London: Bubbles vs Spikes
When someone says "it's different this time" it's time to run for the hills. So, there is every chance that another property bubble could be inflating at the moment. But the existence of bubbles doesn't mean there are not long-term trends at work, and the London property market looks more like Google than Clickmango.
London property prices have less to do with interest rates and buy-to-let speculators than they do London's emergence as the world's leading city.
Thomas Friedman argued that the world is flat, with technology and freedom movement of capital and labour levelling out the differences between countries. Richard Florida pointed out that the world is spiky, with clusters of talent forming in the world's greatest urban centres, encouraged by economies of scale and the network effect of the interactions which drive the service sector, innovation and culture. Pick any measure of economic activity - wealth creation, innovation, job creation - major cities are responsible for a rapidly increasing share. Jones Lang LaSalle reports that 50% of all the world's commercial real estate investment now goes into just 30 locations (cities). The spikes are getting bigger and bigger and London is the spikiest of them all, the city best-placed to capitalise on the emergence of BRICS, MINTs and all the other beneficiaries of Friedman's flat world.
If you're worried about "London vs the rest of the UK" then here are some terrifying figures, reported in the Standard last week:
Two in five of the 250 largest companies in the world with a main or European headquarters have it in London, according to a study by Deloitte seen exclusively by the London Evening Standard. That is five times as many as pick Paris, the second-most popular city in Europe...
The study shows that London also come out the winner as a destination for top talent; nearly half of all high-skilled workers in the top five European business cities are employed here. Paris again comes second, with 19%, followed by Berlin (13.7%), Milan (11%) and Frankfurt (9.8%).
London's not-only pulling away from the rest of the UK, it's pulling away from the rest of Europe, becoming even more dominant in this continent than New York City is in the US. London's economy is increasingly diversified, managing to hang on to the international top spots (alongside NYC) in banking, insurance and professional services, whilst employing more people in the tech sector than anywhere else in Europe - approximately twice as many as New York. Combined with media and telecoms, London's tech scene is worth 8% of the UK's GDP, reckons Deloitte. The life sciences, design, marketing, fashion, tourism, architecture, engineering consultancy, education - pick a growth industry in the service sector and London is fast-growing or already pre-eminent, while the fact that London is still not even in the EIU's top ten most expensive cities in the world list suggests the capital is a long way from overheating.

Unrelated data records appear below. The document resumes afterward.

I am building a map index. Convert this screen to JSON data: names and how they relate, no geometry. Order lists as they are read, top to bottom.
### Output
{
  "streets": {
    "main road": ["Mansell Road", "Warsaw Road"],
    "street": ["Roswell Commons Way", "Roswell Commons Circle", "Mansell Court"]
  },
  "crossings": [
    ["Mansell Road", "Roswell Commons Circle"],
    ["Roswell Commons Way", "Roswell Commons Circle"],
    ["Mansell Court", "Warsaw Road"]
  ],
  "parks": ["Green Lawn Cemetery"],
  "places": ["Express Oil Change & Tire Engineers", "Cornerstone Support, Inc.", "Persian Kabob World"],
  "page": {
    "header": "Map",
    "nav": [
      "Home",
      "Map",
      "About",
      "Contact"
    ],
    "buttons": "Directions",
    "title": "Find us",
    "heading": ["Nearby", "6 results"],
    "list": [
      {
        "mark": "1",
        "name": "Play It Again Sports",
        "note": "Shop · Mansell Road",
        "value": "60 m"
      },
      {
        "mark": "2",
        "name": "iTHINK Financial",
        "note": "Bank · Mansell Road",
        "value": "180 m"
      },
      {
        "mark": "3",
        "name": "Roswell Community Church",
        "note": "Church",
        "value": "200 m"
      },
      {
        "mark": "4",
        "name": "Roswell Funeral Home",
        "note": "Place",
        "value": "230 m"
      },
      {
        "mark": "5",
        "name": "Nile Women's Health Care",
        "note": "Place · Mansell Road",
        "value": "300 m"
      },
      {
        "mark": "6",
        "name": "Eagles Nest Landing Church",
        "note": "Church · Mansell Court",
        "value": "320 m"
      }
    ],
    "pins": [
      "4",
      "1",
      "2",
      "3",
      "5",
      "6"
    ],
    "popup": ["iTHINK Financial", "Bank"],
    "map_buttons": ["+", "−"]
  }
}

This isn't just BC trying desperately to reassure ourselves that we didn't take out a reckless mortgage, this is to say that London's emerging housing crisis is not going away any time soon. In the next few years, London's population is due to grow to 10 million. The city will be teeming with talented, ambitious and in many cases wealthy new people. The jobs will be there for them, but they will all need somewhere to live, essential services and a means of getting about. Lewisham is swelling with people fleeing from more expensive parts of London's inner core, pushing up house prices faster than most other parts of the capital. Again, this is a long-term shift, not a short-term correction.

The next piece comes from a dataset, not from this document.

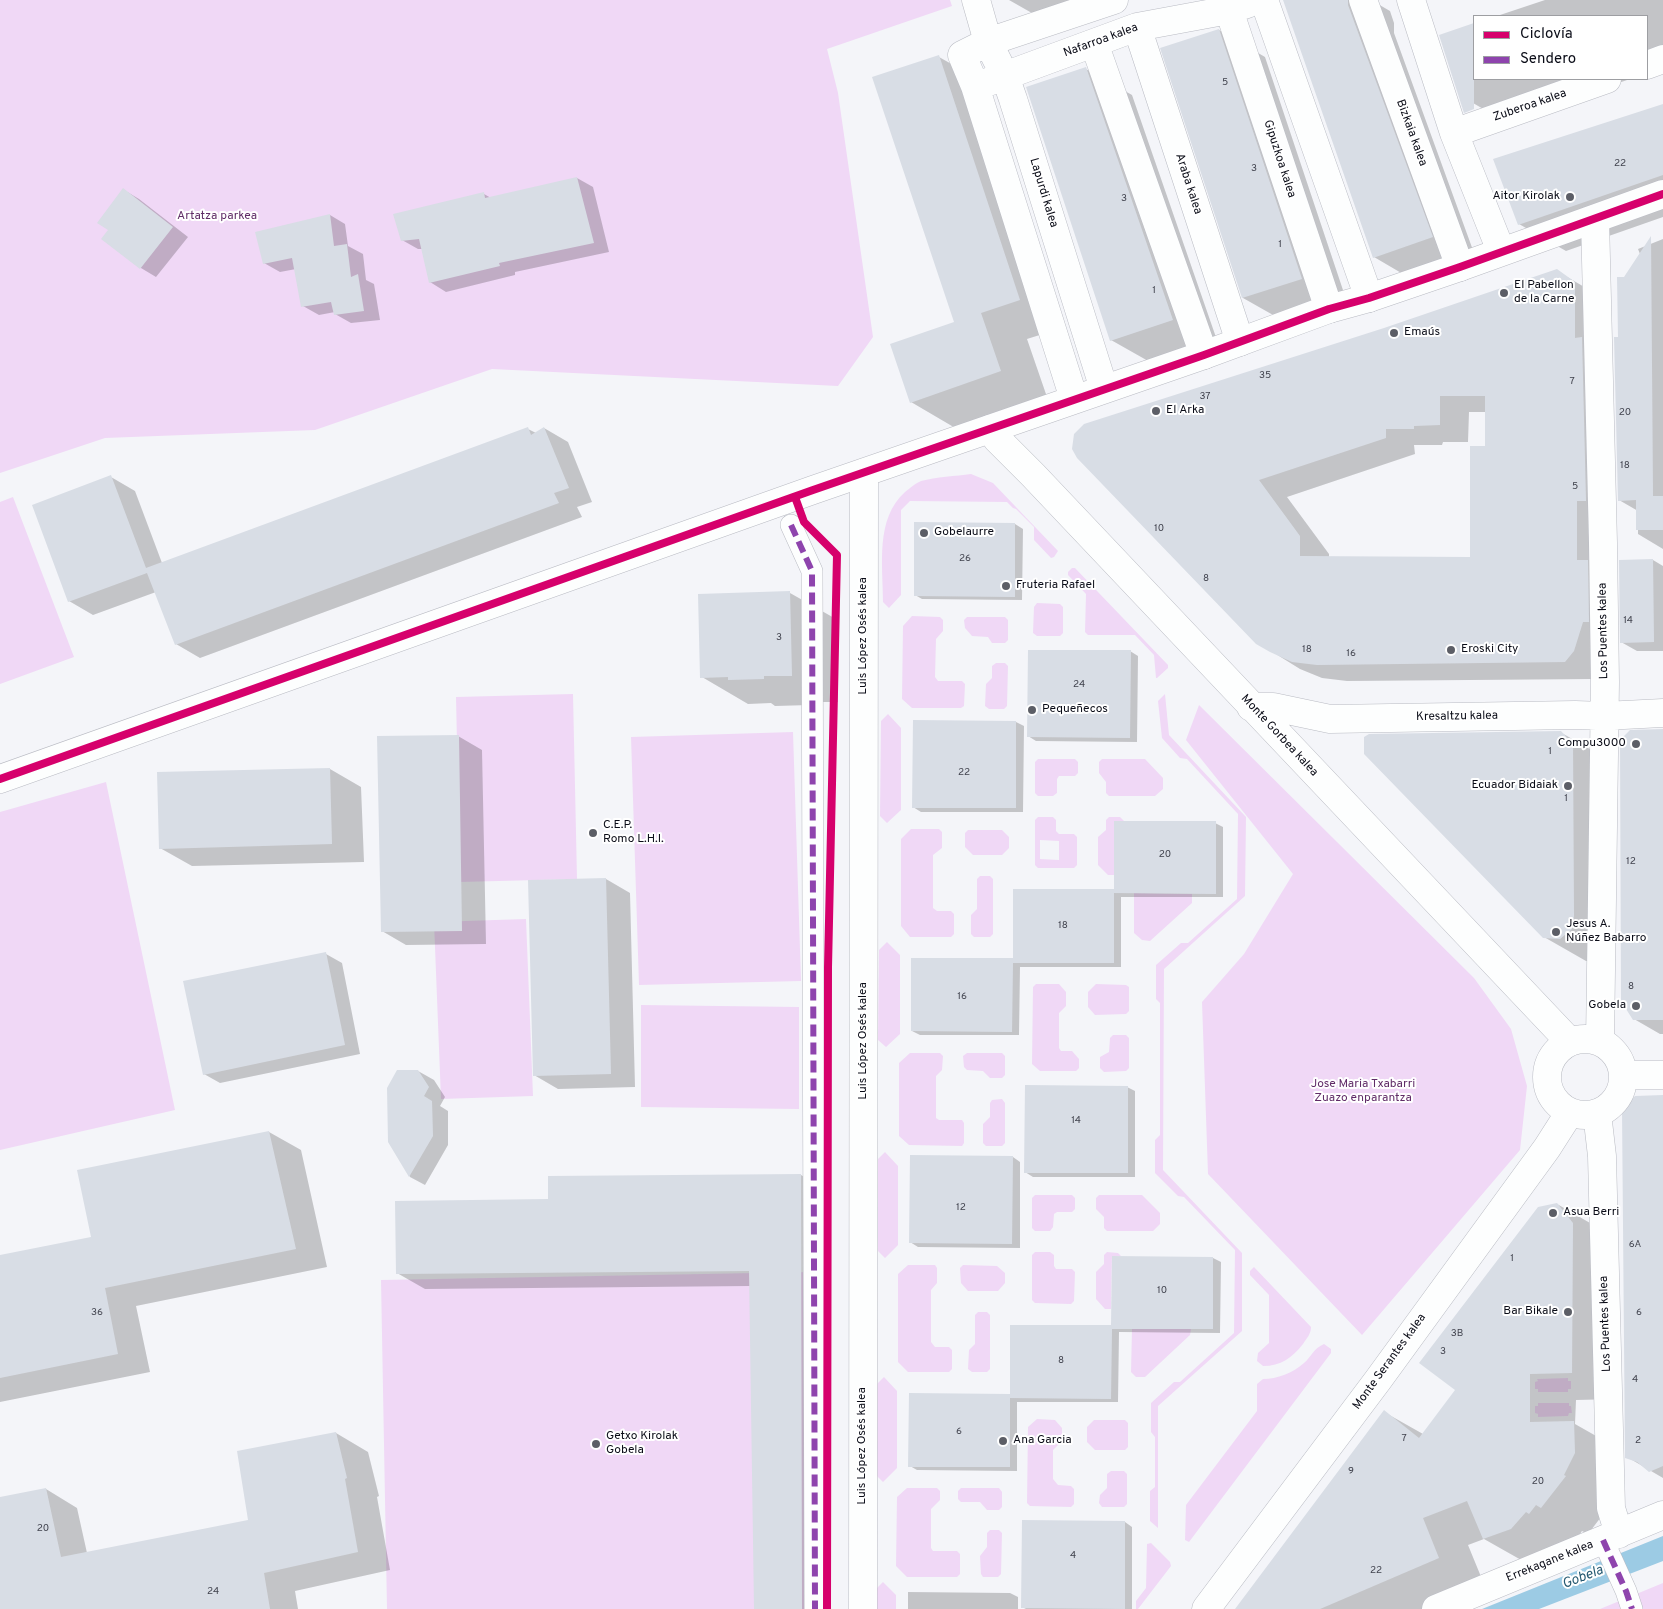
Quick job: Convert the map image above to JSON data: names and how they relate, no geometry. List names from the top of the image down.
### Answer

These are the big challenges that the upcoming Council elections will need to address. Lewisham Labour's manifesto pledges to build 500 new Council homes and "deliver" 2,000 new "affordable" homes and new primary school places, though there is no detail behind these commitments. More on all the party manifestos coming as part of our election coverage.
In the mean time, if you own a home in zone 2, consider yourself very lucky.